Tuesday, January 11, 2011

My emotions with this pregnancy

I am a little over 4 weeks pregnant and the last week or so has been tough. I don't know what to do about what I'm feeling and that makes it even harder. I thought I wanted to get pregnant again right away. I was too impatient to wait any longer. But I really thought it would take a while. Our plan was to try during December and January, then to take a break during February and March. We don't want another December baby and November is pretty full. That would put us into April which is when we were going to start trying anyway. I was happy with that plan.

Of course at the end of every month I've wanted to see a positive test, even before we were trying. Actually in a way I think I wanted that even after Aimee was born. But when push comes to shove I didn't expect it. I need to lose more weight. I worked so hard to lose those 30 pounds and now I'm gaining it right back. I think I want time to just be me. I've spent the last part of my life so consumed with the next step that I haven't lived. I need to find a way to take better care of myself and exercise regularly all the time. I need to find a way to be happy in my own skin. Now I feel like I can't do that how I had wanted to. It is hard enough to figure out how to work out with Aimee around. How in the world will I do it pregnant and with another baby?
 
A few days before the positive test I started feeling so moody. I've been biting Joe's head off over everything. I just want to crawl in a hole and be by myself. I know it is just my hormones but it is driving me crazy. I don't remember it being this bad last time I was pregnant.

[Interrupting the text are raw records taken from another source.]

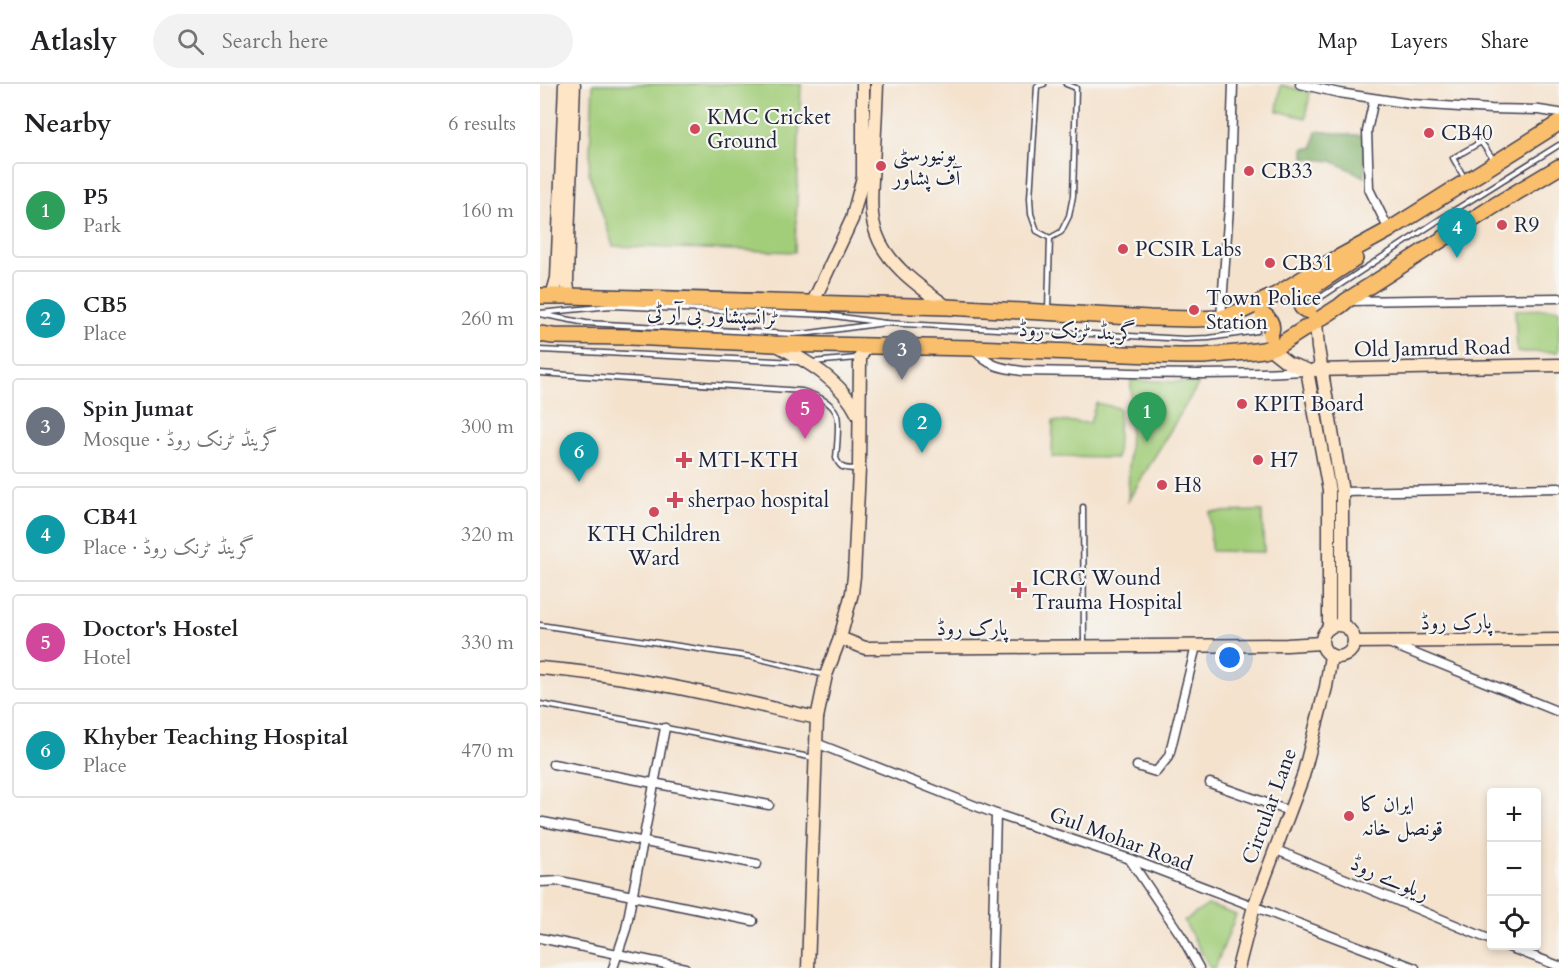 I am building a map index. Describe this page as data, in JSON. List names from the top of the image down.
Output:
{
  "streets": {
    "highway": ["گرینڈ ٹرنک روڈ"],
    "street": [
      "Old Jamrud Road",
      "پارک روڈ",
      "Circular Lane",
      "Gul Mohar Road",
      "ریلوے روڈ"
    ],
    "lane": ["ٹرانسپشاور بی آر ٹی"]
  },
  "crossings": [
    ["ٹرانسپشاور بی آر ٹی", "گرینڈ ٹرنک روڈ"],
    ["پارک روڈ", "Circular Lane"],
    ["Circular Lane", "Gul Mohar Road"],
    ["Circular Lane", "ریلوے روڈ"]
  ],
  "places": {
    "other": [
      "KMC Cricket Ground",
      "CB40",
      "یونیورسٹی آف پشاور",
      "CB33",
      "R9",
      "PCSIR Labs",
      "CB31",
      "Town Police Station",
      "KPIT Board",
      "H7",
      "H8",
      "KTH Children Ward",
      "ایران کا قونصل خانہ"
    ],
    "health": ["MTI-KTH", "sherpao hospital", "ICRC Wound Trauma Hospital"]
  },
  "page": {
    "header": "Atlasly",
    "search": "Search here",
    "nav": ["Map", "Layers", "Share"],
    "heading": ["Nearby", "6 results"],
    "list": [
      {
        "mark": "1",
        "name": "P5",
        "note": "Park",
        "value": "160 m"
      },
      {
        "mark": "2",
        "name": "CB5",
        "note": "Place",
        "value": "260 m"
      },
      {
        "mark": "3",
        "name": "Spin Jumat",
        "note": "Mosque · گرینڈ ٹرنک روڈ",
        "value": "300 m"
      },
      {
        "mark": "4",
        "name": "CB41",
        "note": "Place · گرینڈ ٹرنک روڈ",
        "value": "320 m"
      },
      {
        "mark": "5",
        "name": "Doctor's Hostel",
        "note": "Hotel",
        "value": "330 m"
      },
      {
        "mark": "6",
        "name": "Khyber Teaching Hospital",
        "note": "Place",
        "value": "470 m"
      }
    ],
    "pins": [
      "4",
      "3",
      "5",
      "1",
      "2",
      "6"
    ],
    "map_buttons": ["+", "−"]
  }
}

It's been a week of feeling this way and I am getting so depressed. Aimee has been really fussy and all I want is for her to sleep 24/7. All I can think is what if I am like this the whole pregnancy? I think that and just sink into myself. I haven't even told my Mom that I'm pregnant yet. I don't want to. I haven't made a doctor appointment. I just feel like I need time to get past this. I feel so bad for feeling this way. I should be excited. Everything just feels like a daunting task.

I think a big part of my disappointment is my belly. I was so gross last pregnancy. My belly never looked cute. It got so huge and half of it was fat. Now I have all this sagging skin and fat. I'm so afraid that I will never look pregnant, just fatter. Until the end when I will just be a whale. I had the breast reduction and was looking forward to being a cute pregnant person finally. But now I have this gut in the way of that. And of course my boobs seem to be growing.

I don't know what to do to stop being this way. I keep telling myself I just need to suck it up and be nice and have a good attitude. But it feels so impossible. I feel like this happened too fast. And I feel guilty for being upset. I am so lucky to have gotten pregnant so fast both times. I know so many people who would kill for that. Joe is even upset at me for feeling this way. I just don't know what to do.